Review: David Icke meets Alex Jones

This week, David Icke appeared on the Alex Jones programme; they had much to agree on, and as usual, most of it was total rubbish.


David Icke

A few years ago, Alex Jones said he wouldn’t touch David Icke with a barge pole – only a bit more explicitly. Today, like David Duke and Patricia McAllister, this is another of those oddball marriages that are made in Heaven. Or maybe not so oddball. Mr Icke has now uploaded his interview to his own website. In spite of the gravity of the subject – the Grand Conspiracy which controls us and the weather but apparently not Abū Qatāda - Icke managed to raise a laugh or two. He is shortly to speak in Hawaii, and while he’s there he said, he will try to find Obama’s birth certificate, but doubts he’ll be able to, probably because he won’t look in the right place. He also joked that a certain Mr Netanyahu believes he is the President of the United States. Sadly, this is not a joke, but Netanyahu is surely by now under no illusions that he can treat Obama the way Israel and the lobby we all know doesn’t really exist have treated previous presidents.

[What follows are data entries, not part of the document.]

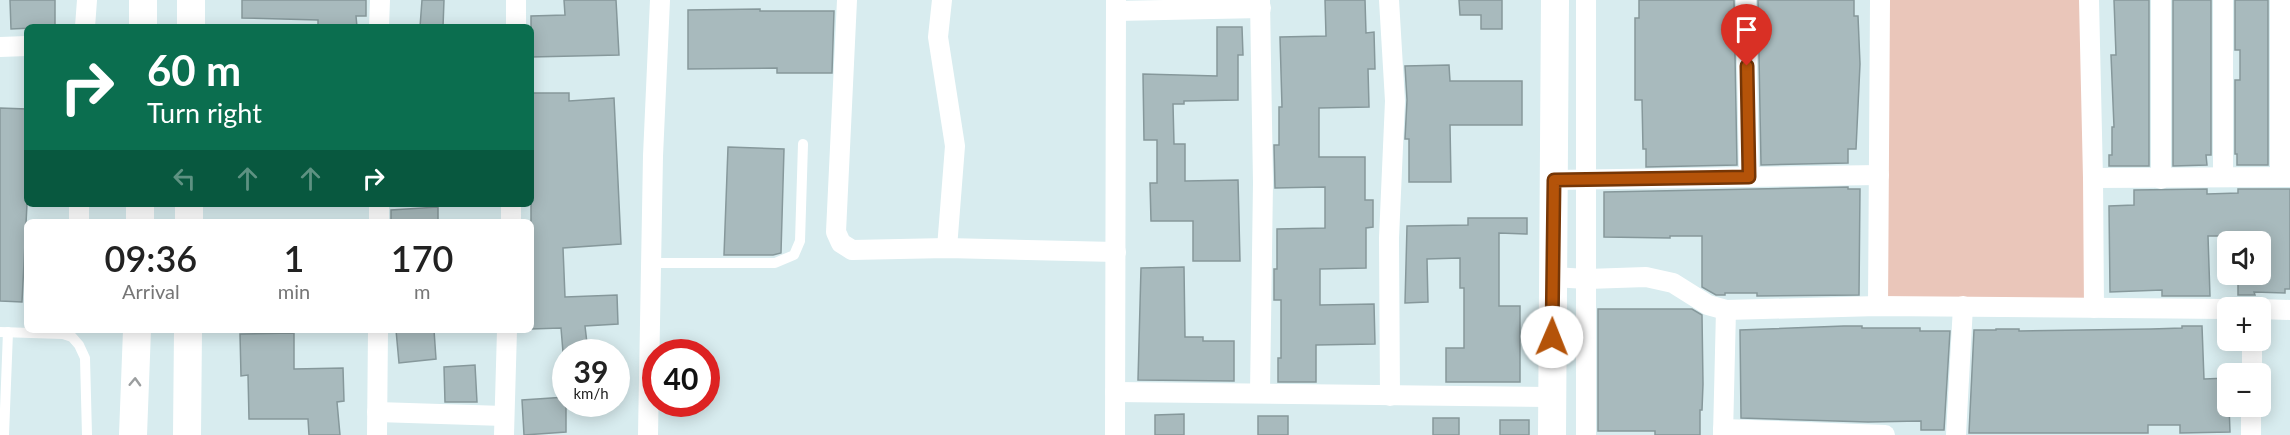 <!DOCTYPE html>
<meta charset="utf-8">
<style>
body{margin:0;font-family:Lato,sans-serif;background:#f6f6f6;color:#222;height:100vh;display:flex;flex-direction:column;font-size:22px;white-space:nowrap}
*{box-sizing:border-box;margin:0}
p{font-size:20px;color:#767676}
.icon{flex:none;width:33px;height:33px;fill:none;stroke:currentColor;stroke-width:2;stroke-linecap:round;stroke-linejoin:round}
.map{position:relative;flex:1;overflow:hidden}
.details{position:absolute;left:24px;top:219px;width:510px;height:114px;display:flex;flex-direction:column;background:#fff;border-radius:9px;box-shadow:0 3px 15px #0003}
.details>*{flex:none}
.banner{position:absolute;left:24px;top:24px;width:510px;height:183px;border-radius:9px;box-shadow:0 3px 15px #0003;background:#0b6e4f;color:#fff;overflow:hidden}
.controls{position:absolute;left:2217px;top:231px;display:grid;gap:12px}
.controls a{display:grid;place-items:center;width:54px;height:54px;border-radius:9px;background:#fff;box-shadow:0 3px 15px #0003;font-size:30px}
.speed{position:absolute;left:552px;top:339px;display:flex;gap:12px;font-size:30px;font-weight:700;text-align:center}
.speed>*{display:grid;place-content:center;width:78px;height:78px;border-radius:50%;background:#fff;box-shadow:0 3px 15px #0003;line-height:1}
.speed small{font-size:15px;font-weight:400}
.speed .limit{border:9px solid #d22;background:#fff;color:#111}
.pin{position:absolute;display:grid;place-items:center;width:51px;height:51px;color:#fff;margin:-62px -26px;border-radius:50% 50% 50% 0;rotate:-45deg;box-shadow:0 0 6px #0007}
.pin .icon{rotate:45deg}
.me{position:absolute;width:66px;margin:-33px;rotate:1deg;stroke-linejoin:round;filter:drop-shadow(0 0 4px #0008)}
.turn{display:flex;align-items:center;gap:21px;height:126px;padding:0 24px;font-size:27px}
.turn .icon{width:78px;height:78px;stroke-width:2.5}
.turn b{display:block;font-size:42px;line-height:51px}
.lanes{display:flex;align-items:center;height:57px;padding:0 24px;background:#0003;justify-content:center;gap:30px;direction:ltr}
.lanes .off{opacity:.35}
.eta{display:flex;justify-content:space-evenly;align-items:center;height:102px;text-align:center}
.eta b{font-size:36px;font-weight:600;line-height:42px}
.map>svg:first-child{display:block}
.green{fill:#eac6ba}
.building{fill:#a8babd;stroke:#86989b;stroke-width:1.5}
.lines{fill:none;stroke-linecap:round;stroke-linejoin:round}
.lane{stroke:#fff;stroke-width:10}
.street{stroke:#fff;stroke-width:20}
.secondary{stroke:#fff;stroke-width:28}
.oneway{stroke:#9b9e9f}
.route-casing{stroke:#753606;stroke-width:15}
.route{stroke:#b45309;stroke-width:10}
</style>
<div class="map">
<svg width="2290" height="435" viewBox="0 0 2290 435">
<rect width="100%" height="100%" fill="#d8ecef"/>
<polygon class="green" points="1879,0 2087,0 2093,307 1878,306"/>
<g class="building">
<polygon points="10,0 55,0 55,27 11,29"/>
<polygon points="242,0 366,0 366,16 356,16 357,27 318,27 318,20 242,18"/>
<polygon points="422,0 444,0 443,27 420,27"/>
<polygon points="564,0 616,0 619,55 531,57 531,16 565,15"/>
<polygon points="1325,0 1365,0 1366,33 1374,32 1375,69 1368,69 1369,107 1319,108 1319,157 1365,157 1365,200 1373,200 1373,227 1366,228 1366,268 1320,269 1320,305 1374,304 1375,344 1316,345 1316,382 1278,382 1278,358 1281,358 1281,300 1274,300 1274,269 1277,269 1277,229 1325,228 1325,187 1275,188 1274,145 1279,145 1279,107 1282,107 1280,37 1326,36"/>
<polygon points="1459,0 1502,0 1502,29 1481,29 1481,15 1460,15"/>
<polygon points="1639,0 1734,0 1737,165 1646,167 1646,149 1643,149 1642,100 1635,100 1635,18 1639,18"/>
<polygon points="1758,0 1854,0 1854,16 1858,16 1860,64 1856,149 1848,149 1848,163 1761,165"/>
<polygon points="2114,0 2149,0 2149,166 2109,166 2109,155 2112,155 2112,127 2114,127 2111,55 2116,55"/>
<polygon points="2173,0 2211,0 2211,155 2206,155 2207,165 2173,166"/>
<polygon points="2235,0 2268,0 2268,165 2237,165 2237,154 2235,154 2235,80 2240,80 2240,50 2235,50"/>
<polygon points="760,9 760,11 834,11 832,73 777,73 777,68 688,69 688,10"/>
<polygon points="1217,27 1242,27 1243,55 1238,55 1238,100 1184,101 1184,104 1173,104 1174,144 1185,144 1185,181 1238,180 1240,261 1193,261 1193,221 1151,221 1150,183 1157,183 1157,140 1144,140 1143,74 1217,76"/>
<polygon points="1449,65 1450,81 1522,81 1522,125 1450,125 1451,182 1409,182 1409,139 1405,139 1407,100 1405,66"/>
<polygon points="531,93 569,93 569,101 614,98 621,244 563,248 565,297 617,295 618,324 585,326 588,352 563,352 561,328 531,329"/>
<polygon points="0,108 27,109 27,204 22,302 0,301"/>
<polygon points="728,147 784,149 781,253 773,255 724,255"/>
<polygon points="1848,187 1848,189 1860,189 1859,295 1757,296 1757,293 1725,293 1725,295 1716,295 1702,287 1702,236 1670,236 1670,238 1604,237 1604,192"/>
<polygon points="2207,189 2207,194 2238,193 2238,189 2290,189 2290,289 2285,289 2285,293 2254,292 2255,295 2238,295 2238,274 2260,274 2260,236 2208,236 2210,296 2162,296 2162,290 2110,292 2109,206 2134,205 2134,190"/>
<polygon points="438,207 438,222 391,222 391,210"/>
<polygon points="1468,218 1527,218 1527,234 1499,233 1499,306 1520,306 1520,382 1446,382 1446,348 1464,348 1464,288 1460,288 1460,258 1427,259 1428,302 1405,303 1407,226 1468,225"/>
<polygon points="1184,267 1185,337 1203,337 1203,341 1234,341 1234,381 1138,380 1141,268"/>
<polygon points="1598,309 1692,309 1702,315 1703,384 1702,410 1700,410 1700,435 1655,435 1655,431 1598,431"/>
<polygon points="1844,326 1862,326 1862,328 1920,328 1920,331 1950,331 1944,430 1921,430 1921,421 1868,422 1741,418 1740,330"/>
<polygon points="2182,326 2202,326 2204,379 2228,378 2230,432 2180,433 2180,425 2148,425 2148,433 1969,433 1974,330 1996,330 1996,329 2019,329 2019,331 2151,329 2182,328"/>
<polygon points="396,330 434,330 436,359 399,363"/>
<polygon points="294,333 294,369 343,368 344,401 337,402 340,435 309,435 308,419 249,419 248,375 241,376 240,334"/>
<polygon points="475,365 477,402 445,402 444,367"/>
<polygon points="566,397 566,432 524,435 522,400"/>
<polygon points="1184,414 1184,435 1155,435 1155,415"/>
<rect x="1258" y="416" width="30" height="19"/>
<rect x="1433" y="418" width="26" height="17"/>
<rect x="1500" y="420" width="29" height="15"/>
</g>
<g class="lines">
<g class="lane">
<polyline points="652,263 775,263 794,255 800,241 803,144"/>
<polyline points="0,332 63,334 72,337 79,345 85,358 87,435"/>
<polyline points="4,435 8,332"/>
</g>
<g class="street">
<polyline points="847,0 836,232 841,243 852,250 947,248 1116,252"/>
<polyline points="942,0 938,37 955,146 947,248"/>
<polyline points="1389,0 1395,101 1389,238 1390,396"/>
<polyline points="1586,0 1586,435"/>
<polyline points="1746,0 1749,177"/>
<polyline points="2089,0 2093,178 2094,308"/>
<polyline points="2161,0 2161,179"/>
<polyline points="2280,0 2280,177"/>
<polyline points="1116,11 1261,8"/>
<polyline points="85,27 87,0"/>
<polyline points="379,27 380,0"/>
<polyline points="516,27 516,0"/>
<polyline points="0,47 27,46"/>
<polyline points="2223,177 2223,0"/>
<polyline points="2093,178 2290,177"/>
<polyline points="1554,180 1879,175"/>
<polyline points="379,204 379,222"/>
<polyline points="79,222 79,204"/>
<polyline points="511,222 511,204"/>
<polyline points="1553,277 1587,279 1646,277 1673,283 1708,305 1726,310 1878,306 2228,309"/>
<polyline points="1878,306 1880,0"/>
<polyline points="2260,309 2290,310"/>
<polyline points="2252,374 2252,340"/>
<polyline points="1115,392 1552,397"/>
<polyline points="1260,393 1263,183 1260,0"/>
<polyline points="377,412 504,416"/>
<polyline points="1723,429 1885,435"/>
<polyline points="377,435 378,330"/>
<polyline points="504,435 507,330"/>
<polyline points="648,435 653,156 660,0"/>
<polyline points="1115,435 1116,0"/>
<polyline points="1723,435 1726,310"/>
<polyline points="1956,435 1963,306"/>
<polyline points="2251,435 2251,406"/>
</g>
<g class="secondary">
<polyline points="143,27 143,0"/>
<polyline points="191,27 191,0"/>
<polyline points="140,222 140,204"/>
<polyline points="189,222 189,204"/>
<polyline points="133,435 137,330"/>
<polyline points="187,435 188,330"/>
<polyline points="1552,435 1555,0"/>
</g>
</g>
<defs><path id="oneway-chevron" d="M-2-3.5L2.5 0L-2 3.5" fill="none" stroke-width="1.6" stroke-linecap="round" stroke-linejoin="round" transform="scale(1.5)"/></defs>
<use class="oneway" href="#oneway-chevron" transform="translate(135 382) rotate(-88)"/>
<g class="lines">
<g class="route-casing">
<polyline id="route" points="1552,337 1554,180 1749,177 1747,66"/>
</g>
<use href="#route" class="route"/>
</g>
</svg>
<div class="controls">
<a><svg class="icon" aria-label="sound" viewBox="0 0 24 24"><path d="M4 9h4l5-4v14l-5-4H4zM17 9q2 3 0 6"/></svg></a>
<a>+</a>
<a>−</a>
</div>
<div class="speed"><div>39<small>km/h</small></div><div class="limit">40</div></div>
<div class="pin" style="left:1747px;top:66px;background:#d93025"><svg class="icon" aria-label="arrive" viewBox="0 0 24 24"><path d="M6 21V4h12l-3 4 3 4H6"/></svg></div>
<svg class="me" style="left:1552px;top:337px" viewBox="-20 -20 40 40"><circle r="19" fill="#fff"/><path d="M0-13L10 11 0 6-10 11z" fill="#b45309"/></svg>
<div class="banner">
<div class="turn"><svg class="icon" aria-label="right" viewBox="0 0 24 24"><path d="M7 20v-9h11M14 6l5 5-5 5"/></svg><div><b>60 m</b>Turn right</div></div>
<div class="lanes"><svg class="icon off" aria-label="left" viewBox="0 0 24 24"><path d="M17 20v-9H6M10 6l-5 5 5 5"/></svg><svg class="icon off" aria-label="ahead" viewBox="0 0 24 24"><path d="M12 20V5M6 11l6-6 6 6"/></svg><svg class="icon off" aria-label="ahead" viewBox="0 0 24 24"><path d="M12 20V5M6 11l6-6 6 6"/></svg><svg class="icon" aria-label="right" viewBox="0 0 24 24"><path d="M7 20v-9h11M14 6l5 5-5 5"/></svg></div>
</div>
<section class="details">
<div class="eta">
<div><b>09:36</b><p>Arrival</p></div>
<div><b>1</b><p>min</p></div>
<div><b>170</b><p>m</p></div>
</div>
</section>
</div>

Unfortunately, Icke had much to say about blood drinking lizards, human vampires and child sacrifice, sailing very close to the wind indeed when he mentioned Tony Blair, even though the former British Prime Minister has much innocent blood on his hands.

The really disappointing thing about both Icke and Jones is that when they talk simply about the banksters, the non-contentious machinations of the New World Order and the politicians and state legislators who are intent on strangling both business and freedom with red tape, they do a great job. Yes, let’s audit or even abolish the Federal Reserve and return the right to print money to Congress in the US, the Crown in Britain, and sovereign governments elsewhere. but there really is no Chancellery of Zion handing down orders daily to its Satanic servants, like the Canadian MP who argued recently for warrantless searches.

If both men would drop their stupid rhetoric about false flags and all the other nonsense, and concentrate on the real issues, they would be a force for good instead of a freak sideshow that no one in the mainstream gives any credence at all.